◆ Problem to solve ◆
Show every line of the data that includes the word "turn".

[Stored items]
---+---
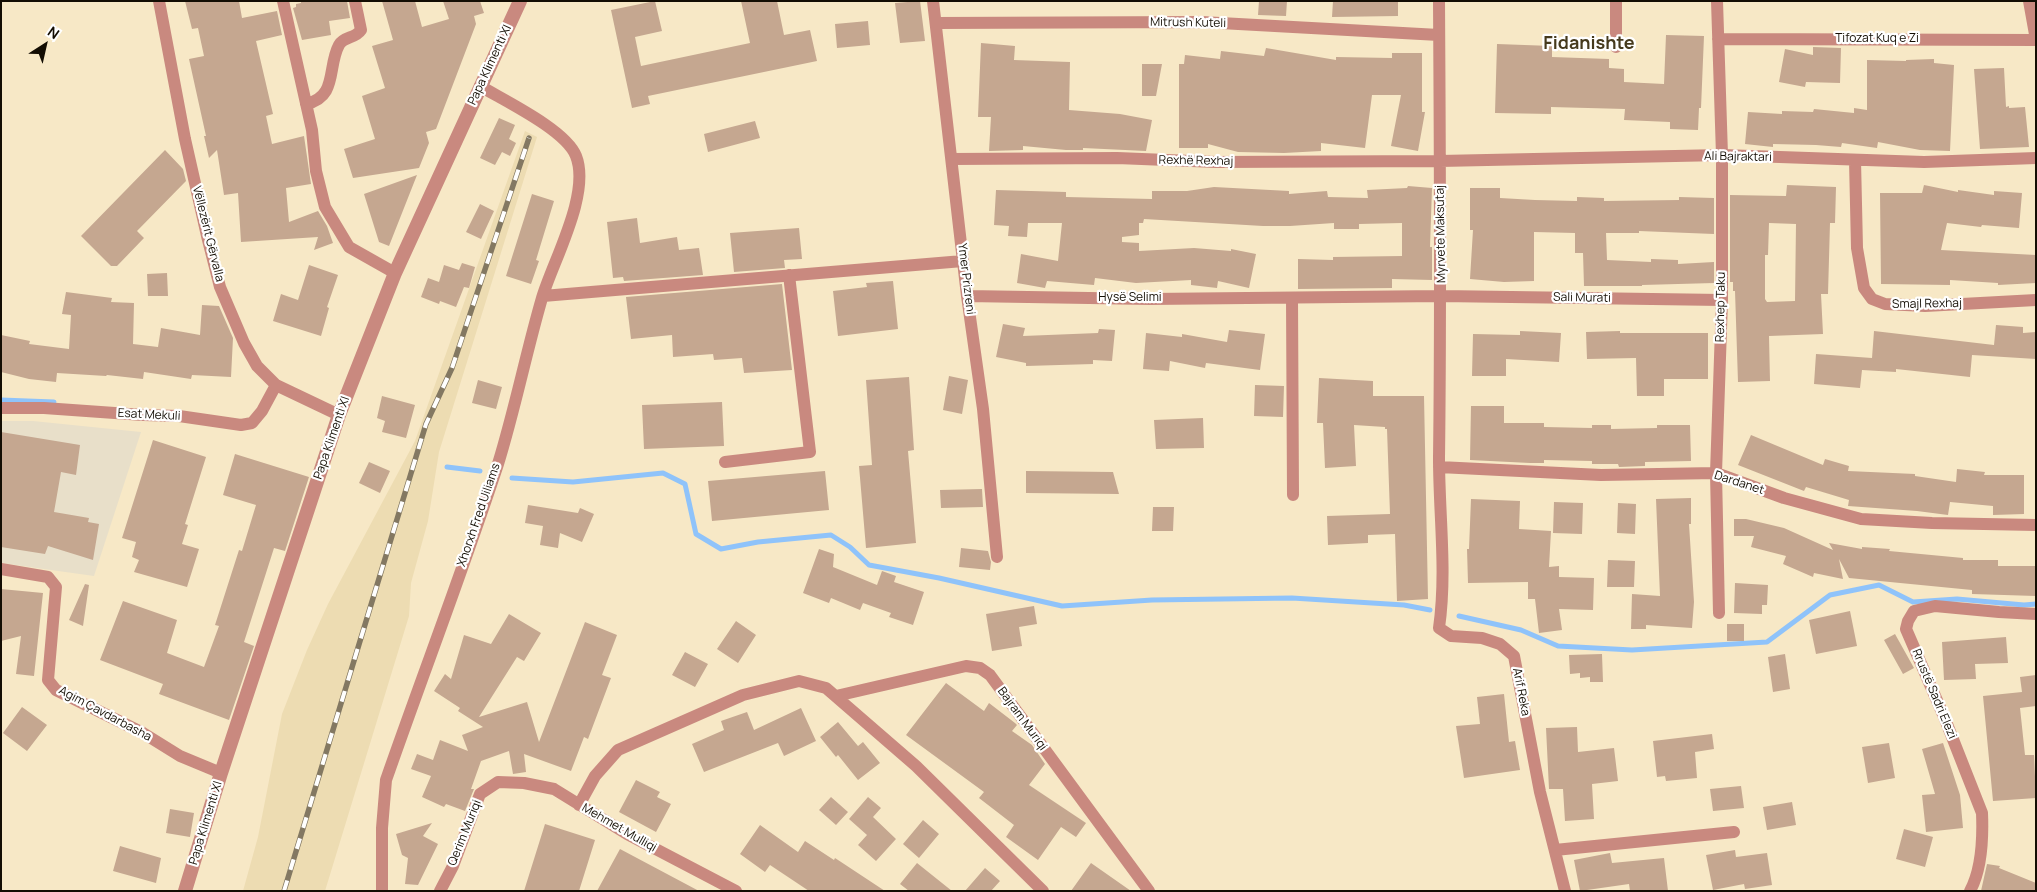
<!DOCTYPE html>
<html>
<head>
<meta charset="utf-8">
<style>
  body { margin:0 }
  #map { position:relative; width:2037px; height:892px; overflow:hidden; background:#f7e8c6; font-family:Manrope,sans-serif }
  canvas { display:block }
  .frame { position:absolute; inset:0; border:2px solid #130d03; pointer-events:none }
  .north { position:absolute; left:20px; top:20px; width:50px; height:50px; -webkit-text-stroke:4px #fff; paint-order:stroke; rotate:35deg; font-size:14px; font-weight:700; line-height:20px; text-align:center; color:#130d03 }
  .north::after { content:''; display:block; margin:auto; width:18px; height:22px; background:#130d03; clip-path:polygon(50% 0,100% 100%,50% 72%,0 100%) }
</style>
</head>
<body>
<div id="map">
<canvas width="2037" height="892"></canvas>
<div class="frame"></div>
<div class="north">N</div>
</div>
<script>
const context = document.querySelector('canvas').getContext('2d');
context.lineJoin = 'round';
function fillPath(path, color) { context.fillStyle = color; context.fill(path, 'evenodd'); }
function trace(path, color, width, dash) { context.strokeStyle = color; context.lineWidth = width; context.lineCap = dash ? 'butt' : 'round'; context.setLineDash(dash || []); context.stroke(path); }
function drawText(font, color, halo, rows, align = 'center') {
  context.font = font + ' Manrope,sans-serif'; context.lineWidth = 4.5; context.setLineDash([]); context.textBaseline = 'middle'; context.strokeStyle = halo; context.fillStyle = color; for (const [text, x, y, turn = 0] of rows) {
    context.save(); context.translate(x, y); context.rotate((+turn || 0) * Math.PI / 180); context.textAlign = isNaN(turn) ? turn : align; if (halo) context.strokeText(text, 0, 0); context.fillText(text, 0, 0); context.restore();
  }
}
fillPath(new Path2D(`
  M525,131L537,137L439,452L428,521L411,583L409,616L325,891H243L258,837L282,714L307,650L328,604L415,441Z`), '#eddcb2');
fillPath(new Path2D(`
  M1,421H33L141,432L94,576L1,563Z`), '#e8dfc9');
trace(new Path2D(`
  M1,400L54,402
  M447,467L480,471
  M512,478L573,482L663,473L685,484L696,534L721,549L758,542L831,535L850,547L869,565L939,578L1062,606L1152,600L1292,598L1404,605L1430,610
  M1459,616L1521,630L1558,646L1632,650L1767,642L1830,595L1879,585L1913,602L1957,599L2024,605L2036,604`), '#8fc3fa', 5);
fillPath(new Path2D(`
  M185,1H239L242,18L277,11L282,35L256,41L273,114L266,116L272,144L304,136L311,184L286,188L289,222L318,211L327,226L333,243L314,250L318,237L241,242L238,193L224,195L217,150L209,158L204,136H206L189,59L204,56L198,28L192,29Z
  M301,1H347L350,18L329,21L331,35L302,40L293,8L296,7V4L301,3Z
  M382,1H415L422,27L449,19L443,1H480L484,13L474,16L476,24L436,129L426,132L429,143L419,168L353,178L344,149L375,139L362,96L385,88L372,46L393,40Z
  M655,1L662,31L635,37L641,66L750,43L741,1H777L784,35L810,30L817,61L648,96L650,104L632,108L611,10Z
  M920,1L925,41L900,43L895,3Z
  M1259,1H1287L1286,16L1258,15Z
  M1333,1H1398V16L1332,17Z
  M868,21L870,45L837,48L835,24Z
  M1666,35L1704,36L1701,108H1699L1698,130L1670,129V122L1624,120L1625,109L1551,107V114L1495,113L1497,44L1552,46V57L1609,59V68L1624,69V82L1664,84Z
  M981,43L1015,46L1014,60L1070,62L1069,110L1120,114L1152,120L1146,151L1083,148V150H1066L1023,146V150L989,151L991,117H978Z
  M1813,47L1841,48L1840,83L1806,82L1805,87L1779,82L1785,49L1813,55Z
  M1266,48L1336,60V57L1392,58V53H1422V112H1425L1418,151L1391,146L1401,95H1372L1365,148L1321,143V151L1284,153L1238,152L1208,144V148H1179V64H1184L1185,55L1220,59L1221,51L1264,56Z
  M1934,59V63L1954,65L1950,151L1920,150L1878,142L1877,148L1842,143L1841,147L1816,145L1773,144V147L1745,144L1748,112L1782,114V111L1813,112L1814,109L1854,113V108L1867,110V60L1906,61V60Z
  M1142,64H1162L1156,96H1142Z
  M2004,68L2006,107L2009,106V108L2025,107L2029,147L1980,149L1974,69Z
  M499,118L515,125L509,139L516,143L510,156L502,152L495,165L480,158Z
  M755,121L760,138L708,152L704,134Z
  M165,150L183,169L186,181L137,231L144,238L117,266H111L81,236Z
  M417,175L389,246L379,242L364,194Z
  M1787,185L1836,187L1835,223H1830L1828,294H1821L1823,334L1769,336L1770,381L1738,382L1735,291H1733V282H1730V195L1786,196ZM1769,223L1796,224L1795,301L1767,302L1765,299V255H1768Z
  M1924,185L1958,192V190L1994,195V191L2022,193L2019,228L1982,225L1981,227L1947,223L1941,250L2036,255V283L1998,285V283L1950,280V285L1881,284L1880,193H1922Z
  M1408,186L1432,188L1430,247H1432V280L1392,279V288L1298,289V259L1333,260V257L1402,256V223L1359,224V229H1334V223L1290,226H1263L1144,219L1143,223H1139V235L1122,237V242L1139,243V251L1194,248L1231,251V249L1256,254L1249,288L1218,281L1217,288L1191,285V280L1136,283L1095,278L1094,285L1047,281L1045,288L1017,283L1021,254L1058,261L1062,223H1028L1027,237L1008,236L1009,226L994,225L996,190L1066,192V197L1152,199V191H1187L1214,187L1289,191V194L1327,191L1328,197L1368,198L1367,190L1407,188Z
  M1470,188H1500V198L1535,200L1577,201V197L1604,198V201L1679,200V197L1714,198V234L1639,231V233H1606L1607,260L1651,262V259L1678,260V264L1714,262V283L1642,285V286H1584L1583,253H1575V233L1534,232V281L1504,282L1470,279L1473,230H1470Z
  M532,194L554,201L536,260L539,261L531,284L506,276Z
  M480,204L494,211L481,239L466,232Z
  M637,218L640,243L677,237L679,250L699,248L703,275L624,281L623,277L613,278L607,222Z
  M799,228L802,259L784,260L785,268L734,272L730,233Z
  M462,263L475,267L469,288L464,287L456,307L440,301L439,304L421,297L428,278L439,282L444,265L459,270Z
  M309,265L338,275L327,307L329,308L321,336L273,321L281,294L298,300Z
  M167,273L168,296H148L147,274Z
  M893,281L898,329L838,336L833,291L867,287L866,283Z
  M782,284L792,370L744,373L742,358L714,360L713,354L673,357L672,335L631,339L626,297Z
  M66,292L112,298L111,302L134,303L133,344L158,347L161,328L200,335L202,305L219,306L233,338L231,377L192,375L191,379L144,372L143,379L107,375L106,376L57,373L56,382L29,379L1,372V335L30,341L29,344L69,349L71,315L62,314Z
  M1003,324L1025,328L1023,336L1098,333L1099,329L1115,330L1112,361L1093,360V364L1026,366V363L996,357Z
  M1996,325L2023,327V333L2036,332V359L1972,355L1970,377L1896,369V372L1862,370L1860,388L1814,384L1816,354L1872,358L1874,331L1994,345Z
  M1229,330L1265,334L1260,370L1206,363L1205,368L1170,361L1169,371L1143,369L1146,333L1182,337V334L1227,342Z
  M1520,331L1561,333L1559,362L1506,359V376H1472L1473,334L1520,335Z
  M1620,331V333H1708V379H1664V396H1637L1636,358L1587,359L1586,332Z
  M949,376L968,380L962,414L943,410Z
  M909,377L914,450L908,451L916,543L866,548L859,466L872,465L866,380Z
  M1319,378L1373,381V396H1424L1428,599L1397,601L1395,534L1368,535V543L1328,545L1327,516L1390,514L1387,429H1385V427L1354,425L1356,466L1325,468L1323,423H1317Z
  M478,380L502,387L496,409L472,403Z
  M1255,385L1284,386L1283,417L1254,416Z
  M382,396L415,405L406,438L382,432L385,421L377,418Z
  M722,402L724,446L644,449L642,405Z
  M1471,406H1504V423H1544V427L1592,428V425H1611V429L1657,428V425H1690L1691,461L1645,462V466L1619,467L1618,464H1592V461L1544,460V463H1530L1470,460Z
  M1203,418L1204,448L1156,449L1154,420Z
  M1,432L80,445L76,475L61,472L54,512L89,518L88,522L99,524L93,560L48,546L45,554L1,547Z
  M1751,435L1823,465L1825,459L1849,466L1848,471L1915,474V476L1956,482L1957,469L1985,472L1984,475H2024V514L1993,515V506L1950,502L1948,515L1917,511L1848,506L1849,500L1806,487L1804,491L1738,465Z
  M153,440L206,457L185,524L188,525L182,544L199,549L187,587L134,572L139,560L132,557L136,542L122,538Z
  M235,454L309,477L285,551L274,548L244,642L254,646L229,720L159,694L163,684L100,660L123,601L177,620L167,653L204,667L219,626L215,625L239,550L242,551L256,505L223,495Z
  M369,462L390,471L380,493L359,483Z
  M825,471L829,510L712,521L708,481Z
  M1026,471L1113,472L1119,494L1026,493Z
  M982,489L983,507L941,508L940,490Z
  M1691,498V524H1689L1694,602L1692,628L1646,625V629H1631L1632,594L1660,596L1656,499Z
  M1471,499L1520,501L1519,529L1551,531L1549,567L1559,566V577L1594,578L1593,610L1559,609L1562,630L1539,633L1535,599H1528V582L1468,583L1467,549H1469Z
  M1554,502L1583,503L1582,534L1553,533Z
  M1618,503L1636,504L1635,534L1617,533Z
  M528,505L578,513L580,508L594,514L582,542L560,533L558,548L540,545L543,526L525,523Z
  M1153,507H1174L1173,531H1152Z
  M1734,519H1746L1784,528L1833,550L1829,543L1862,549V547L1890,549L1889,551L1963,558V560H1998V566H2036V596L1972,594V590L1849,578L1839,559L1843,579L1814,573L1813,577L1783,564L1786,556L1751,547L1754,536H1734Z
  M961,548L988,551L991,562L990,570L959,567Z
  M819,549L834,554L833,567L877,585L882,571L896,576L894,582L924,592L913,625L889,617L891,613L863,603L860,610L831,598L829,603L803,593Z
  M1608,560L1635,561L1634,587H1607Z
  M1735,583L1768,585L1767,605H1762V614L1734,613Z
  M85,584L89,585L83,626L69,620Z
  M1,589L43,593L34,676L16,674L21,636L1,641Z
  M1034,606L1037,624L1019,627L1022,646L992,651L986,614Z
  M1850,611L1857,646L1816,654L1809,620Z
  M509,614L541,633L524,661L517,657L479,717L527,702L539,742L585,622L617,635L602,675L611,678L588,739L584,737L571,771L524,754L526,772L513,774L509,751L481,761L471,789H474L465,811L446,804L444,807L422,797L431,776L411,769L417,754L433,760L440,740L468,751L462,735L483,727L458,711L460,708L434,691L445,674L451,679L464,635L491,644Z
  M736,621L756,635L738,663L717,649Z
  M1727,624H1744V641H1727Z
  M1895,634L1914,668L1903,674L1884,640Z
  M2006,637L2008,663L1975,664L1976,679L1944,680L1942,642Z
  M685,652L708,664L695,687L672,675Z
  M1602,654L1603,682H1590V677L1580,678V673L1570,674L1569,655Z
  M1785,654L1790,689L1773,692L1768,657Z
  M2036,675V706L2020,708L2025,755H2034L2036,798L1993,801L1983,696L2022,692L2020,677Z
  M946,683L984,711L989,703L1015,723L1017,725L1012,731L1032,745L1045,764L1029,785L1086,823L1076,837L1061,827L1038,860L1006,837L1014,825L979,798L984,792L906,735Z
  M1504,694L1509,742L1515,741L1520,770L1464,778L1456,726L1480,724L1477,697Z
  M22,707L47,725L27,751L3,733Z
  M801,708L816,741L784,756L778,743L704,772L692,744L724,730L721,721L747,712L754,730Z
  M838,722L858,746L863,742L880,763L858,780L838,755L836,757L820,737Z
  M1577,727L1578,752L1614,748L1618,781L1592,784L1594,819L1565,821L1563,789H1549L1546,728Z
  M1712,734L1714,749L1695,752L1697,778L1666,781L1665,776L1657,777L1653,741Z
  M1889,743L1895,778L1868,783L1862,747Z
  M1943,743L1960,795L1963,828L1926,832L1922,795L1935,794L1922,749Z
  M636,780L660,792L657,797L671,804L656,832L619,812Z
  M1741,786L1744,808L1713,811L1710,789Z
  M831,797L848,812L836,825L819,810Z
  M868,797L881,808L873,817L896,839L876,861L858,845L867,835L849,819Z
  M1792,802L1796,825L1767,830L1763,807Z
  M170,809L194,813L190,837L166,833Z
  M923,820L939,834L919,858L903,844Z
  M432,823L423,836L438,844L418,885L405,884L408,858L402,855L396,834Z
  M545,824L595,840L579,891H524Z
  M760,825L798,852L805,841L834,860L835,858L885,891H809L770,865L765,872L740,854Z
  M1904,829L1933,837L1925,867L1896,859Z
  M120,846L161,858L156,883L113,871Z
  M620,849L699,891H597Z
  M1735,850L1736,857L1767,853L1772,885L1745,889L1744,884L1713,890L1706,855Z
  M1610,853L1612,863L1664,858L1668,891H1630L1629,884L1580,891L1574,860Z
  M917,863L952,891H909L900,884Z
  M1091,863L1131,891H1071Z
  M1987,864L2000,866L1999,868L2036,883V891H1981Z
  M985,868L1000,881L991,891H965Z`), '#c5a790');
trace(new Path2D(`
  M159,1L185,139L207,236L220,287L244,343L257,366L276,385L339,415
  M283,1L312,130L316,171L325,207L349,247L395,273
  M933,1L967,296L983,409L997,557
  M1439,1C1440,154 1441,306 1439,458C1439,515 1447,572 1439,628L1451,636L1482,638L1500,644L1514,656L1540,792L1565,891
  M1717,1L1722,155V300L1716,473L1719,613
  M936,23L1202,22L1439,35
  M1718,39L2036,40L2029,1
  M1616,47V1
  M306,104C338,97 327,67 339,45C344,36 355,39 361,30L355,1
  M952,159L1117,158L1216,162L1440,161L1722,155L1924,162L2036,158
  M1855,160L1857,248L1864,288L1872,299L1885,304L1925,306L2036,300
  M543,296L963,261
  M967,296L1150,299L1441,296L1722,300
  M1292,298L1293,495
  M1,408H44L143,415L179,416L241,425L252,423L262,411L276,385
  M725,462L810,452L789,275
  M1439,467L1601,475L1716,473L1784,498L1861,519L1932,523L2036,525
  M1,569L48,577L56,587L48,680L56,690L143,733L180,756L221,773
  M836,696L966,666L980,668L990,675L1149,891
  M579,805L595,776L618,750L743,695L799,681L826,688L916,766L1043,891
  M1555,850L1734,832
  M382,891V828L386,780C423,674 463,570 498,464C515,409 526,353 542,298C553,261 591,194 576,156C566,130 505,101 480,86
  M440,891L453,866L480,794L498,782L524,783L554,789L627,834L736,891
  M1970,891C1982,869 1983,837 1982,813L1945,719L1906,629L1908,621L1914,611L1935,606L1999,612L2036,614`), '#c9897f', 12);
trace(new Path2D(`
  M185,891L221,773L339,415L395,273L520,1`), '#c9897f', 14);
const rail = new Path2D(`
  M284,891L426,424L452,368L529,138`);
trace(rail, '#837862', 5.5);
trace(rail, '#fff', 4, [11]);
drawText('12px', '#130d03', '#fff', [
  ["Mitrush Kuteli",1188,23,1],
  ["Tifozat Kuq e Zi",1877,39],
  ["Papa Klimenti XI",490,65,-65],
  ["Ali Bajraktari",1738,157,1],
  ["Rexhë Rexhaj",1196,161,1],
  ["Vëllezërit Gërvalla",208,234,76],
  ["Myrvete Maksutaj",1441,234,-91],
  ["Ymer Prizreni",966,279,83],
  ["Hysë Selimi",1130,298],
  ["Sali Murati",1582,298,1],
  ["Smajl Rexhaj",1927,304,-1],
  ["Rexhep Taku",1721,307,-89],
  ["Esat Mekuli",149,415,3],
  ["Papa Klimenti XI",332,438,-71],
  ["Dardanet",1739,483,18],
  ["Xhorxh Fred Uiliams",479,515,-71],
  ["Arif Reka",1521,692,79],
  ["Rrustë Sadri Elezi",1934,694,67],
  ["Agim Çavdarbasha",105,714,28],
  ["Bajram Muriqi",1022,719,54],
  ["Papa Klimenti XI",206,823,-73],
  ["Mehmet Mulliqi",619,828,30],
  ["Qerim Muriqi",465,833,-68]
]);
drawText('bold 18px', '#463a1d', '#fff', [
  ["Fidanishte",1589,44]
]);
</script>
</body>
</html>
---+---
◆ Solution for this exercise ◆
  context.font = font + ' Manrope,sans-serif'; context.lineWidth = 4.5; context.setLineDash([]); context.textBaseline = 'middle'; context.strokeStyle = halo; context.fillStyle = color; for (const [text, x, y, turn = 0] of rows) {
    context.save(); context.translate(x, y); context.rotate((+turn || 0) * Math.PI / 180); context.textAlign = isNaN(turn) ? turn : align; if (halo) context.strokeText(text, 0, 0); context.fillText(text, 0, 0); context.restore();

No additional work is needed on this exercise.